In a fourth aspect of the present invention, a speech decryption device is for decrypting a scrambled speech signal obtained using the above-mentioned speech encryption device, and comprises a decryption module, a second synchronous processing module and a second speech analysis module. The decryption module is configured to parse the scrambled speech signal into dual-tone multi-frequency (DTMF) data and converted speech data. The second synchronous processing module is coupled electrically to the decryption module and is configured to determine a shift parameter according to the DTMF data. The second speech analysis module is coupled electrically to the decryption module and the second synchronous processing module, and is configured to recover a plurality of voice feature data from the converted speech data based on the shift parameter, and to synthesize the voice feature data recovered thereby so as to obtain a digital speech signal.

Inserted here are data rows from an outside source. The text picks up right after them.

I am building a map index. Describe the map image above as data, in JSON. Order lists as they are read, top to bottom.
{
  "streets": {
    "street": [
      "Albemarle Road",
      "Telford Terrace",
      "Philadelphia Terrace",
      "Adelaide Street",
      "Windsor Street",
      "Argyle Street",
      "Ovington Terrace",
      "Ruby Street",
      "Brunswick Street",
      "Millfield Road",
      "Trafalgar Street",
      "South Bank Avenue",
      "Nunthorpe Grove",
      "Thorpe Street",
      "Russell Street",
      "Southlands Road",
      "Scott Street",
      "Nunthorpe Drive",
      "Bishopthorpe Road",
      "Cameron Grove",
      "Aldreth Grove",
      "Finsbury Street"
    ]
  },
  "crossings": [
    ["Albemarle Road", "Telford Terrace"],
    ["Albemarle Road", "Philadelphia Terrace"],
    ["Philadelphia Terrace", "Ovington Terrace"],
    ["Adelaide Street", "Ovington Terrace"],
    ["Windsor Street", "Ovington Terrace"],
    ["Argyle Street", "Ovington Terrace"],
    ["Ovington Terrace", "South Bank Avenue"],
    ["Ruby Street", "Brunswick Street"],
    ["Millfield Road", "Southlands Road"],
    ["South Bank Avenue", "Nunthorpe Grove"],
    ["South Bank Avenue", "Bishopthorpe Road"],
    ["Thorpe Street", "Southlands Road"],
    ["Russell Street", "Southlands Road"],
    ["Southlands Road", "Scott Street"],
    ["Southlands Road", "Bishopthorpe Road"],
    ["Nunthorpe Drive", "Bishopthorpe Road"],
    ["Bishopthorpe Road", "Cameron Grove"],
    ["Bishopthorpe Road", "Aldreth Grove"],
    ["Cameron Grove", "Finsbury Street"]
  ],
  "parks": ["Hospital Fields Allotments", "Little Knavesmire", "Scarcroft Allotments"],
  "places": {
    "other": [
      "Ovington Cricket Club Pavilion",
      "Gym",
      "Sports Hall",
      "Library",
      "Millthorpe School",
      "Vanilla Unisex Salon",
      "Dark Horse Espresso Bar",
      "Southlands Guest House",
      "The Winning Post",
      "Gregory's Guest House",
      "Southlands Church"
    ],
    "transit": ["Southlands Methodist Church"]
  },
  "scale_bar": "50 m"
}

An effect of the present invention resides in that, by virtue of deriving the plurality of voice feature data, converting the voice feature data based on the shift parameter and interleaving the DTMF data with the converted speech data, the scrambled speech signal, which contains preserved voice feature data and which is substantially unintelligible when intercepted, may be obtained so as to prevent compression damage and deter phone tapping.
Other features and advantages of the present invention will become apparent in the following detailed description of two preferred embodiments with reference to the accompanying drawings, of which:
Before the present invention is described in greater detail with reference to the preferred embodiments, it should be noted that the same reference numerals are used to denote the same elements throughout the following description.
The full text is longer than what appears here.